/---
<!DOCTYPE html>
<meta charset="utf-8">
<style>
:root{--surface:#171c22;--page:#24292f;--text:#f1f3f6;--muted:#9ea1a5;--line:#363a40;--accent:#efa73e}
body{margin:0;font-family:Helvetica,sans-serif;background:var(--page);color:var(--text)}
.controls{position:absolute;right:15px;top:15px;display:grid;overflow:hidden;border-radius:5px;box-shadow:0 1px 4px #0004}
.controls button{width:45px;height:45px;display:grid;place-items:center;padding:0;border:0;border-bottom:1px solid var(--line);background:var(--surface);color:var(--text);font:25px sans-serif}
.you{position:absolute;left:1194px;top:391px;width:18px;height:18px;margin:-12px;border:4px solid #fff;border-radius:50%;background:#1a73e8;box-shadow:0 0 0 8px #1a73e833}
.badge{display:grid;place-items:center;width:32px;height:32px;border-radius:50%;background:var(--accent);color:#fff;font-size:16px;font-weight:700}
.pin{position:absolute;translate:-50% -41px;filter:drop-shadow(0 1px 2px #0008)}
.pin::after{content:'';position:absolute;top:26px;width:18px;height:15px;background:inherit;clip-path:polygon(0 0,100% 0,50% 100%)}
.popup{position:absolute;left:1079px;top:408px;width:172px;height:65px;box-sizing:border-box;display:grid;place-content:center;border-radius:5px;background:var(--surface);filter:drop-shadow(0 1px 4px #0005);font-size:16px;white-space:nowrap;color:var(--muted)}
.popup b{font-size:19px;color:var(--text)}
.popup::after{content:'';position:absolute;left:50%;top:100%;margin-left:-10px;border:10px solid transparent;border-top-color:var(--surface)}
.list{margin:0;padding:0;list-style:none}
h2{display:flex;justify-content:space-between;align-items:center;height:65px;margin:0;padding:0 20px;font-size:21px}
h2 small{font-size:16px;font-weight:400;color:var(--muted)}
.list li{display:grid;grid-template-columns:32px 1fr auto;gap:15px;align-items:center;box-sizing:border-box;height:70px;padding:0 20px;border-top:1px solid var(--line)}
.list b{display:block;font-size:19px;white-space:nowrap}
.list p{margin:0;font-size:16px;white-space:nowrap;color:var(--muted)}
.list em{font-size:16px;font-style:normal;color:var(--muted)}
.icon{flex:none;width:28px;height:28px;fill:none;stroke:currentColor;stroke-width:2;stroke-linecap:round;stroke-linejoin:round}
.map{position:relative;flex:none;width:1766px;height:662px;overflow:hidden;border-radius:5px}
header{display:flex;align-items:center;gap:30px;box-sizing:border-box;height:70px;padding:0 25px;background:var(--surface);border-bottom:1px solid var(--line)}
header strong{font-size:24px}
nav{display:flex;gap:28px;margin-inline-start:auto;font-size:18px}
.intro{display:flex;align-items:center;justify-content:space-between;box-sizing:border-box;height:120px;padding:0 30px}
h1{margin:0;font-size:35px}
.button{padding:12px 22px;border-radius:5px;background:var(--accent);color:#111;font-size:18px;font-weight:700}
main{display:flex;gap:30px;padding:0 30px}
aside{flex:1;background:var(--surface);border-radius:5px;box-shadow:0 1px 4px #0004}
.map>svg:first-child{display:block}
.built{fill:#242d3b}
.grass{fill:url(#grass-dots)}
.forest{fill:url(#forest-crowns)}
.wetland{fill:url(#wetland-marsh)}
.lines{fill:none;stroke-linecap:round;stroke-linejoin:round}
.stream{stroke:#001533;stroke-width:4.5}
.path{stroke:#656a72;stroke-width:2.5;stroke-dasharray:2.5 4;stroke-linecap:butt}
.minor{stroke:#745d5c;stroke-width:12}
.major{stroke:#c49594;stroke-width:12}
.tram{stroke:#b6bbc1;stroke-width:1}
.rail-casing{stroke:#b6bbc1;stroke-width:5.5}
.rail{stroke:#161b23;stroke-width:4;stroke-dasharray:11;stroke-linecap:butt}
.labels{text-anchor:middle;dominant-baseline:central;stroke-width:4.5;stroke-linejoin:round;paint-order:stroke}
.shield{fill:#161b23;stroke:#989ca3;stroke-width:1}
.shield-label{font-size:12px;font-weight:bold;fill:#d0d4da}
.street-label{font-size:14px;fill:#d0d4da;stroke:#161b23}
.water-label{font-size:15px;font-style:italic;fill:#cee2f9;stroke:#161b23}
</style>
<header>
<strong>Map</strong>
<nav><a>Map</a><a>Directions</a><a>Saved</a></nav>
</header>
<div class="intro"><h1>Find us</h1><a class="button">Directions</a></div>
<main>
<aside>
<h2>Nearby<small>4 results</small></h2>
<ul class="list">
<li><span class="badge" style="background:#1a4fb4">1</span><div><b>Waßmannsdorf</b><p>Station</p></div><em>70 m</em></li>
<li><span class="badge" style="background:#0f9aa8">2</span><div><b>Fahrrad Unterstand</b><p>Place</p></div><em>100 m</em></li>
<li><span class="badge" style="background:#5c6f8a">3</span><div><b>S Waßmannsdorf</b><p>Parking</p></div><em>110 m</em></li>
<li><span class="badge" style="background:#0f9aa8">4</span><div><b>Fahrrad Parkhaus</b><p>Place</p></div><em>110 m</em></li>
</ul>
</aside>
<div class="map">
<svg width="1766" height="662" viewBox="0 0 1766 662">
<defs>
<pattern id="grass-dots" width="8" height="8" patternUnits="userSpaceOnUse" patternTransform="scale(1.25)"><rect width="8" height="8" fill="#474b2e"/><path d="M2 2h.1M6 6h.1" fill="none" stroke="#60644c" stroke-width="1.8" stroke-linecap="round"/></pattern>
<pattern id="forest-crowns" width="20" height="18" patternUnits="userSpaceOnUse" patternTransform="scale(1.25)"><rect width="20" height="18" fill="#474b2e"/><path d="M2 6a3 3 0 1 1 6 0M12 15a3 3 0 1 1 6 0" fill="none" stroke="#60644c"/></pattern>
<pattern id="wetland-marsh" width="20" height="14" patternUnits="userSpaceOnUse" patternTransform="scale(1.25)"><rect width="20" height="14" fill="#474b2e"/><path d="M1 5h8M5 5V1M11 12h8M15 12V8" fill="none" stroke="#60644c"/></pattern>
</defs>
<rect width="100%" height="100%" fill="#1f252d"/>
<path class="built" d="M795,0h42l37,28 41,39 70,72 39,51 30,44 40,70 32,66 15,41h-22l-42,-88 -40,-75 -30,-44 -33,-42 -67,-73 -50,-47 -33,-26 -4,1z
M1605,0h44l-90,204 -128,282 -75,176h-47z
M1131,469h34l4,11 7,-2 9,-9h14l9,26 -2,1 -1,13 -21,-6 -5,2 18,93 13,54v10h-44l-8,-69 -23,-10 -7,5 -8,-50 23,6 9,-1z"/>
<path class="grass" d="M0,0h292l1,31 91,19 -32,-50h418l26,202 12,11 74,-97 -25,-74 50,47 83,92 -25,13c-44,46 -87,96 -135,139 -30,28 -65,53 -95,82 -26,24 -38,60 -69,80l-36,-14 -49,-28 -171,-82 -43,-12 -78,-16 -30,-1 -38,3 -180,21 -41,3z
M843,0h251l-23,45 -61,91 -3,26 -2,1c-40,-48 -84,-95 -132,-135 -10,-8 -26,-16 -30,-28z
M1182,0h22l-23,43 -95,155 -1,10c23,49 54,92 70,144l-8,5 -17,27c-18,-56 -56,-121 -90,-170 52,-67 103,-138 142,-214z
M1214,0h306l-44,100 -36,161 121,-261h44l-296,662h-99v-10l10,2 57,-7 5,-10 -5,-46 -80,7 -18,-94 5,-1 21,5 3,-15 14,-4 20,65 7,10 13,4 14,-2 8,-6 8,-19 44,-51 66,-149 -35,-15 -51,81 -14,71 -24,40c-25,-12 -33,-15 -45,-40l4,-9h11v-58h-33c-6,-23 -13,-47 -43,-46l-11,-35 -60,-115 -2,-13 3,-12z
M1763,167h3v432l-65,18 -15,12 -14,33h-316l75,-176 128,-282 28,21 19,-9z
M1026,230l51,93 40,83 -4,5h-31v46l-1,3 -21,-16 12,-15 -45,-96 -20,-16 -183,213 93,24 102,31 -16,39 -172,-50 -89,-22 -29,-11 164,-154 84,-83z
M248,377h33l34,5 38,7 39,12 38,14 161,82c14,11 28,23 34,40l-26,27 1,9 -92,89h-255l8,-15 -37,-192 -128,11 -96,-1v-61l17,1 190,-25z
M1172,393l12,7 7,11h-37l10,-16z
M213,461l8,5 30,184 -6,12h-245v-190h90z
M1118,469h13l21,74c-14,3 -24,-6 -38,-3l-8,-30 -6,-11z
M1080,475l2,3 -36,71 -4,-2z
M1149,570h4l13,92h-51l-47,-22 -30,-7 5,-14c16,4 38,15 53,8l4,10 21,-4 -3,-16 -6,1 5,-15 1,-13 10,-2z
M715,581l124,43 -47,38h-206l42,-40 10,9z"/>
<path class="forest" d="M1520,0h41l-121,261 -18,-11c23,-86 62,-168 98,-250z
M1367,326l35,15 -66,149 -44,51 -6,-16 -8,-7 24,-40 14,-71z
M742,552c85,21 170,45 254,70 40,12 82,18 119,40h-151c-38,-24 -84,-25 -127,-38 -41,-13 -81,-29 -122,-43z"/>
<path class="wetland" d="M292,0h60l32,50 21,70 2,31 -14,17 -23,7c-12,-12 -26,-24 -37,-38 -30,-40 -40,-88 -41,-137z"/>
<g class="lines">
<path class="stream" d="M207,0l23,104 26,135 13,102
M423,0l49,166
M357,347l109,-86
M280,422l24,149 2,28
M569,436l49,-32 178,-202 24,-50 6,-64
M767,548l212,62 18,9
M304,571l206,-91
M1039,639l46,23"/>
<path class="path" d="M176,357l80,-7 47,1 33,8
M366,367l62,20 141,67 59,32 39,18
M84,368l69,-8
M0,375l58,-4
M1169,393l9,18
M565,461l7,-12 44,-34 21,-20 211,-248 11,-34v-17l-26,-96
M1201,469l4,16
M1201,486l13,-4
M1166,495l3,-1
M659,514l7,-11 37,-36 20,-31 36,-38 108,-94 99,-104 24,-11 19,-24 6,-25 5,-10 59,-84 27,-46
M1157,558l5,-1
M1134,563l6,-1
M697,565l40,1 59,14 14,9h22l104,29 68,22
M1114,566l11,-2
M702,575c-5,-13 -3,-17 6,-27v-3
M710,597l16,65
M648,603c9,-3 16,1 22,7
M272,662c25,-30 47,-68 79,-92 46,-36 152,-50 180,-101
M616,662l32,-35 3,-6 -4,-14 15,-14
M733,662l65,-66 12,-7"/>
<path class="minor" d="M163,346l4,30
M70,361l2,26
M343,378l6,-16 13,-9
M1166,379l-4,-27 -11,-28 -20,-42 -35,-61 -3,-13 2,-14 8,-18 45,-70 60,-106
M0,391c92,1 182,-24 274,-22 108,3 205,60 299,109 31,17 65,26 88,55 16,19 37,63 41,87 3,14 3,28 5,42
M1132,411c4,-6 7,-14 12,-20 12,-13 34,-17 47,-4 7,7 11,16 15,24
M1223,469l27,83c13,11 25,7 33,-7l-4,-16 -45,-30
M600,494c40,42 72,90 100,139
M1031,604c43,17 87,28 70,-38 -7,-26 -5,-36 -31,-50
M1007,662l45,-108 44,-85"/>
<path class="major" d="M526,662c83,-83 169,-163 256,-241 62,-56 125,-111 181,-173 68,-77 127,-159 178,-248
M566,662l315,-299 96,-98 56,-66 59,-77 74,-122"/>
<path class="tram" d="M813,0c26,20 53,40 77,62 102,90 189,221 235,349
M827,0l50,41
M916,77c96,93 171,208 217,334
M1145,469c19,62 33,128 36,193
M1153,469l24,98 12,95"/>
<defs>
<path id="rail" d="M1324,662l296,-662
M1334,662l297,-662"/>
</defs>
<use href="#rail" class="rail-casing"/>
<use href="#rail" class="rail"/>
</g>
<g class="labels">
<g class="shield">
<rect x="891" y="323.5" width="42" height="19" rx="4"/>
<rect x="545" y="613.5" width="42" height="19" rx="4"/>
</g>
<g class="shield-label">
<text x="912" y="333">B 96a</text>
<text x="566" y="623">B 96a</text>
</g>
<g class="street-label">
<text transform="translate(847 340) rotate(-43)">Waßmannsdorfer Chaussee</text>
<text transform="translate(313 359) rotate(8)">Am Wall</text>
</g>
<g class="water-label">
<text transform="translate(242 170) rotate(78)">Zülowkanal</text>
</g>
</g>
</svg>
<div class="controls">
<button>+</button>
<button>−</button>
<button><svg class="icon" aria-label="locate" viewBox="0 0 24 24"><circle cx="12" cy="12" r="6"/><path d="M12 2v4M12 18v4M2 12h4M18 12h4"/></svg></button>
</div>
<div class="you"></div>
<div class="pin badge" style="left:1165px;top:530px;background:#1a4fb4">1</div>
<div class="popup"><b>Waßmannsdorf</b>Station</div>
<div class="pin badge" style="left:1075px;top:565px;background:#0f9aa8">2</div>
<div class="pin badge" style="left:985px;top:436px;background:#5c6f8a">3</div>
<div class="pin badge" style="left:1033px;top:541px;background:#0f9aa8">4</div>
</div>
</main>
\---
— ASSIGNMENT —
Only the number is wanted here. Please work out how many lines of the records contain "filter".

— EXERCISE RESPONSE —
2